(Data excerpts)
☆ ☆ ☆ ☆ ☆ ☆ ☆

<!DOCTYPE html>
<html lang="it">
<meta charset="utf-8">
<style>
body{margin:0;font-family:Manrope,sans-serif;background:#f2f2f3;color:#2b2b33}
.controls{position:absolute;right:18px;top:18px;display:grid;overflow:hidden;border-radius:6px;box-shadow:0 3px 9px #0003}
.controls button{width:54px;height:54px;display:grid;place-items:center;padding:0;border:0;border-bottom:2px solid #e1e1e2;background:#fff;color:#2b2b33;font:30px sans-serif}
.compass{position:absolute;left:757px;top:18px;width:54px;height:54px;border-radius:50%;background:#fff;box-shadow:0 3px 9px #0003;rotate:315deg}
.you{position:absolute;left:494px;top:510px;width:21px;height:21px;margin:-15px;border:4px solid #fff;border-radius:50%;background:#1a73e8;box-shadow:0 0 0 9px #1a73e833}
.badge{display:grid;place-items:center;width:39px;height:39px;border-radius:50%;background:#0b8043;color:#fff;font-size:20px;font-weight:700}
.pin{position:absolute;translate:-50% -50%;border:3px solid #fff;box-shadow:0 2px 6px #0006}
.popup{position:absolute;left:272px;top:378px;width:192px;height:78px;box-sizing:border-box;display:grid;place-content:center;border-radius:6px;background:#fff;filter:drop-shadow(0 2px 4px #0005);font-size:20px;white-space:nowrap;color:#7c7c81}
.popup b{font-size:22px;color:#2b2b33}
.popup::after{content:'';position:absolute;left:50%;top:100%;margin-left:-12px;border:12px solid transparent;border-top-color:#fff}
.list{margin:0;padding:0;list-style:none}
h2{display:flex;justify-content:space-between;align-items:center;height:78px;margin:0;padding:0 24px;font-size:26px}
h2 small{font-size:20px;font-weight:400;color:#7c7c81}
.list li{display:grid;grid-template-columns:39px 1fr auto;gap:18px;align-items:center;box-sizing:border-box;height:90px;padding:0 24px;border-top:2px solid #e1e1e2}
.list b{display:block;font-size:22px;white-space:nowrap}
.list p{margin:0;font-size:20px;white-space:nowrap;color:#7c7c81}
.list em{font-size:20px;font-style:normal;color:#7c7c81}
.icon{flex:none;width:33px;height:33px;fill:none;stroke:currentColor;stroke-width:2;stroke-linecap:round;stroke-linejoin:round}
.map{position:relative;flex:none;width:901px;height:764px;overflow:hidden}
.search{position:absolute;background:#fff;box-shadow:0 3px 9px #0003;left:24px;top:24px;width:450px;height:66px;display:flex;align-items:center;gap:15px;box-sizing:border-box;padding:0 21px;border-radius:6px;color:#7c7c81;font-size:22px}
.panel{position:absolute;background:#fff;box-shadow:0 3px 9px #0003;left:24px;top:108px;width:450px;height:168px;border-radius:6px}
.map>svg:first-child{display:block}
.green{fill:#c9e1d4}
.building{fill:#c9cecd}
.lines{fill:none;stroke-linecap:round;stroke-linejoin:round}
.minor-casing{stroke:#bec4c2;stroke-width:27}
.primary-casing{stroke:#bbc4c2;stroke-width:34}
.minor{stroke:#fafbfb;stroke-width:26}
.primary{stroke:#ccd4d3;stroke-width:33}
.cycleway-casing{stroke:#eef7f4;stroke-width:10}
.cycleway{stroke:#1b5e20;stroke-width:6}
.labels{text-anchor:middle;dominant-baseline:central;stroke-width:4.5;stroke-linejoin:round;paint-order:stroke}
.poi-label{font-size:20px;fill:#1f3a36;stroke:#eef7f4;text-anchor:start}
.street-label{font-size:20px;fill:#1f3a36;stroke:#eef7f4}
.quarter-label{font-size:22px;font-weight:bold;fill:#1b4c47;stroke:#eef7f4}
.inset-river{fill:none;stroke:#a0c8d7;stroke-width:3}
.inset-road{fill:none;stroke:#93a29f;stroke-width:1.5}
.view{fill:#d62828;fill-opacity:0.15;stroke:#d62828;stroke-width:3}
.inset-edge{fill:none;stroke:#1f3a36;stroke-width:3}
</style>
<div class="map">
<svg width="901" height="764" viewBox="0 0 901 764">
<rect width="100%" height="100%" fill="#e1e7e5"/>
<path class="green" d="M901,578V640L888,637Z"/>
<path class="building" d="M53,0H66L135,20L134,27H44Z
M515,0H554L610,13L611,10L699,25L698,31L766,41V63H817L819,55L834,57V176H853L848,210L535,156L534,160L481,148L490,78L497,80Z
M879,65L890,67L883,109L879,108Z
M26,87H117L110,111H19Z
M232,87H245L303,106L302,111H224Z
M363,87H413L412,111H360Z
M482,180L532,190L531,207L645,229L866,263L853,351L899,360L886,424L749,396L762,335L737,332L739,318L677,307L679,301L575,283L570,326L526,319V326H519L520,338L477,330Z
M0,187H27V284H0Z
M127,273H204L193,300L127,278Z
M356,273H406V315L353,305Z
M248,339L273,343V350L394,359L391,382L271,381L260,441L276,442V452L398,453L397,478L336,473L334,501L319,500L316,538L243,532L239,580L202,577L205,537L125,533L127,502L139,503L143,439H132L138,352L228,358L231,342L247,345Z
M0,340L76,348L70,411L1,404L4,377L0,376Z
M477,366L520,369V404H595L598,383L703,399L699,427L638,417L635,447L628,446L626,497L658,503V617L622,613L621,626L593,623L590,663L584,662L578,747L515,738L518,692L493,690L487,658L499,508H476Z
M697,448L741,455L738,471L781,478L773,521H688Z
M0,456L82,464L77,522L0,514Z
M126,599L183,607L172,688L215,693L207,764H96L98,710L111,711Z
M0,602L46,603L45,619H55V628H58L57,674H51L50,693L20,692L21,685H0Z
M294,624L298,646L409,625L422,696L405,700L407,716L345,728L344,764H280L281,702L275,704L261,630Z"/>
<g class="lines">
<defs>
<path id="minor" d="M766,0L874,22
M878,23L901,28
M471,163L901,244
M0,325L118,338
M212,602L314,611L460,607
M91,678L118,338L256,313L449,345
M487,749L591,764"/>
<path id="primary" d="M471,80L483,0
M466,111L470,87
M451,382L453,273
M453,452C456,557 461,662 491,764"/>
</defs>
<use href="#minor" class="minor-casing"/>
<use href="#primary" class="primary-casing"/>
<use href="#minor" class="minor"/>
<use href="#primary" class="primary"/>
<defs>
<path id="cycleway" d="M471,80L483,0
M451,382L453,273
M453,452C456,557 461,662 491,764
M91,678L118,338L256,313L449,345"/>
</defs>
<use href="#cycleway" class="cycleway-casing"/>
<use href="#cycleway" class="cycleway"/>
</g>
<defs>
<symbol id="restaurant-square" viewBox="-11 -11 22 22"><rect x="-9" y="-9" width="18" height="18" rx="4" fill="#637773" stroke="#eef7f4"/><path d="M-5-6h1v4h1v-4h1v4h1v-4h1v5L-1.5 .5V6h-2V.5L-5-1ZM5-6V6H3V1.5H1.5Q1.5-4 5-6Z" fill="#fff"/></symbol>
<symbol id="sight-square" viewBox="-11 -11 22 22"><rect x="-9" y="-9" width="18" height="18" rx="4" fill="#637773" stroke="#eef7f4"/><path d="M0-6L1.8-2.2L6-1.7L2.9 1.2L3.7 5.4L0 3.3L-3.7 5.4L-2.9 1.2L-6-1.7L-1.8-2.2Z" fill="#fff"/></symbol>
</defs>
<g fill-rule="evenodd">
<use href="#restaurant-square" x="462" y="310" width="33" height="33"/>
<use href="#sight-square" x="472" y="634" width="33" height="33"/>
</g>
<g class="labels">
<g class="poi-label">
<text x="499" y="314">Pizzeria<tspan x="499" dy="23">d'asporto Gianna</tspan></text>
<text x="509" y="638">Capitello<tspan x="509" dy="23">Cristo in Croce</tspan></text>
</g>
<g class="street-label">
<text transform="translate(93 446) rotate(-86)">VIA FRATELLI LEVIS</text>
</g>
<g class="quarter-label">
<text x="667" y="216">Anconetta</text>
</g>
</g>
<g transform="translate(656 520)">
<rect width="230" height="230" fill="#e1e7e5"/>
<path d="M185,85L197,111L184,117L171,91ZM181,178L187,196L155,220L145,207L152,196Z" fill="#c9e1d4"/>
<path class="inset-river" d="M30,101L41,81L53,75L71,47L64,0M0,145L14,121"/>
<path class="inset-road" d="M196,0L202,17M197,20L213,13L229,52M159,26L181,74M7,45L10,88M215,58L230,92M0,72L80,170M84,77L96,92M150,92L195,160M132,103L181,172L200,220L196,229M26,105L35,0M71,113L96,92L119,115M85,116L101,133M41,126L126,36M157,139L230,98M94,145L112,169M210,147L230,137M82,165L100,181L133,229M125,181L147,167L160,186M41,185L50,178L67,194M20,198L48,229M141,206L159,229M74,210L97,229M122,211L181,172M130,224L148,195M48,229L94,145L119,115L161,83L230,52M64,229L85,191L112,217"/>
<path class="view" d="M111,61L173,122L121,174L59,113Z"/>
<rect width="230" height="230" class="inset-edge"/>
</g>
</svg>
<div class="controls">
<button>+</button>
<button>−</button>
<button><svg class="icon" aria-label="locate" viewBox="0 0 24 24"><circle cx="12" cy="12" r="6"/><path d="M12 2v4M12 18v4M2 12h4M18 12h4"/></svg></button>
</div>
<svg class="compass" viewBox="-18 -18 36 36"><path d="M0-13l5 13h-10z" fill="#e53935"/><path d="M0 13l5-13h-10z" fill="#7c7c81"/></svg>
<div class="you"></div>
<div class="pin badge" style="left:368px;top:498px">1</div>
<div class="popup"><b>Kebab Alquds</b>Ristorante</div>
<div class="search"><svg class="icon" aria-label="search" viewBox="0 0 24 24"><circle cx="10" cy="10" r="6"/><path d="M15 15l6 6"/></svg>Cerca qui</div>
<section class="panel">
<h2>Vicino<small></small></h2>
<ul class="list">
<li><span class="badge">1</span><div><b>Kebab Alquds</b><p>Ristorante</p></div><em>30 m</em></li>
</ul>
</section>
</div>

☆ ☆ ☆ ☆ ☆ ☆ ☆

Once you have read the entries above, state how many of their lines include "icon", giving the number alone.

3